Berbagai jenis makromolekul mencakup:

  • Biopolimer yang dihasilkan oleh organisme hidup:
  • Polimer sintetis yang digunakan untuk serat plastik, cat, bahan bangunan, furnitur, komponen mekanis, perekat:
    • termoplastik: polietilena, Teflon, polistirena, polipropilena, poliester, poliuretan, polimetil metakrilat, polivinil klorida, nilon, rayon, seluloid, silikon, dan lain-lain
    • plastik termoseting: karet vulkanisir, Bakelite, Kevlar, epoksi, dan lain-lain.

Polimer dibentuk oleh polimerisasi monomer.

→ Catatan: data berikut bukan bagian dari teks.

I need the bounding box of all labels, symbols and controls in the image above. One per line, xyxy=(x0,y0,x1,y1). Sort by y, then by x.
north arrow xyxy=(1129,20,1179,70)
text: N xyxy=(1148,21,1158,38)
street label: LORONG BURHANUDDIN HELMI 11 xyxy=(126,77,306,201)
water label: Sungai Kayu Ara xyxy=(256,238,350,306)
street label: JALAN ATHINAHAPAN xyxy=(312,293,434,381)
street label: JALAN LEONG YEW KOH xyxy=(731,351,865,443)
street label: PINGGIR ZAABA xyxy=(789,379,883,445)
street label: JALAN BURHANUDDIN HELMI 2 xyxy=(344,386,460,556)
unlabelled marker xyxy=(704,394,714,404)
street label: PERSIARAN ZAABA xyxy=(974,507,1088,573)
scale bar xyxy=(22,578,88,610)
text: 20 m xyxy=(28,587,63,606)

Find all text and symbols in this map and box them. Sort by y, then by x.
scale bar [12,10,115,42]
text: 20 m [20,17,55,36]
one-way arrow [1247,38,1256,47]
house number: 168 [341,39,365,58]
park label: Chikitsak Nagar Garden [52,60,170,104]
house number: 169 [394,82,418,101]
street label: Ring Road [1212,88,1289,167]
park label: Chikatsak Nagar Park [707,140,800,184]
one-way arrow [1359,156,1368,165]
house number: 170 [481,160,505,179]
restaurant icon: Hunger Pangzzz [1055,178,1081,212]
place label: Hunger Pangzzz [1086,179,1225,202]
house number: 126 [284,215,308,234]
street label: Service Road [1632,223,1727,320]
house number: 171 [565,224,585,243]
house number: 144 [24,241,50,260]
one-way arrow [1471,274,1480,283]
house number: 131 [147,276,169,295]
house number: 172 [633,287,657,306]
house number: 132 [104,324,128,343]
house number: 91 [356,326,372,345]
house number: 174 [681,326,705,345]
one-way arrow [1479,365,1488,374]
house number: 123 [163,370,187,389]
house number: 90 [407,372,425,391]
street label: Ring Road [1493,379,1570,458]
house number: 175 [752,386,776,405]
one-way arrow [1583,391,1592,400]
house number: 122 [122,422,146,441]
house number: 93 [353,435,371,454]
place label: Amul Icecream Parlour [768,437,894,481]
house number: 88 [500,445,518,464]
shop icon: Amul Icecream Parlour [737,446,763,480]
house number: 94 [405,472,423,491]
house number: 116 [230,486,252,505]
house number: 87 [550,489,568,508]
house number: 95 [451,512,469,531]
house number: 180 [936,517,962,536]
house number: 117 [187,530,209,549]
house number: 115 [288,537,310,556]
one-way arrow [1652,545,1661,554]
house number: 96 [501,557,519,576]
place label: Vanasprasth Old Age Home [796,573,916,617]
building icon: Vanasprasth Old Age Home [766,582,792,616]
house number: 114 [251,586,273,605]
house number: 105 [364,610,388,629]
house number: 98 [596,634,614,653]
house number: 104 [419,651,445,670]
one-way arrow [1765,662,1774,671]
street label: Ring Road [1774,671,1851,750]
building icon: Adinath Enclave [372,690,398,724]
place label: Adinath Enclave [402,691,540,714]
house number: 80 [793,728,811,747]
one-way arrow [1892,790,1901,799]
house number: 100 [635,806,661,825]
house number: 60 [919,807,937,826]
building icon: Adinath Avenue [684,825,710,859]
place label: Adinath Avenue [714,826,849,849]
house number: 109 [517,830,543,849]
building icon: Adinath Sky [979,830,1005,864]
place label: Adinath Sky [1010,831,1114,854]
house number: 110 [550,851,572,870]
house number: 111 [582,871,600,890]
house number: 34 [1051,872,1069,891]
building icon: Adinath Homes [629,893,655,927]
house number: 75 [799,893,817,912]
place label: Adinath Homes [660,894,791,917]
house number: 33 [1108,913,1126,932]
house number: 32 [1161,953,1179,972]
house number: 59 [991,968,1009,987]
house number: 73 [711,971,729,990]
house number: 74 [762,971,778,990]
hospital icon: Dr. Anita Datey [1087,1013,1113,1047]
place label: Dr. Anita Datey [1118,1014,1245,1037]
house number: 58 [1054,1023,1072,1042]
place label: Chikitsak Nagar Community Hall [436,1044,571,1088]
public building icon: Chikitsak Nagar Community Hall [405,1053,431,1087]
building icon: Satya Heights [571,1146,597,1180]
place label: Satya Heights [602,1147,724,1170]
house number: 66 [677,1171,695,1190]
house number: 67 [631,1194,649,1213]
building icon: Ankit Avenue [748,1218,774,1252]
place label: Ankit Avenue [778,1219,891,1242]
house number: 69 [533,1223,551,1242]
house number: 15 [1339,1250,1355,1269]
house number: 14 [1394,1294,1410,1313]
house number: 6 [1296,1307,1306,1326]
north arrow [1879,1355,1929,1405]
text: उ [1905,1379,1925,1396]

Para ahli kimia mendeskripsikan polimer berdasarkan derajat polimerisasi, distribusi massa molar, taktisitas, distribusi kopolimer, derajat percabangan, berdasarkan gugus ujung, ikatan silang, dan kristalinitasnya. Ahli kimia juga mempelajari sifat termal polimer seperti suhu transisi gelas dan suhu lelehnya. Polimer dalam larutan memiliki karakteristik khusus untuk kelarutan, viskositas dan gelasi.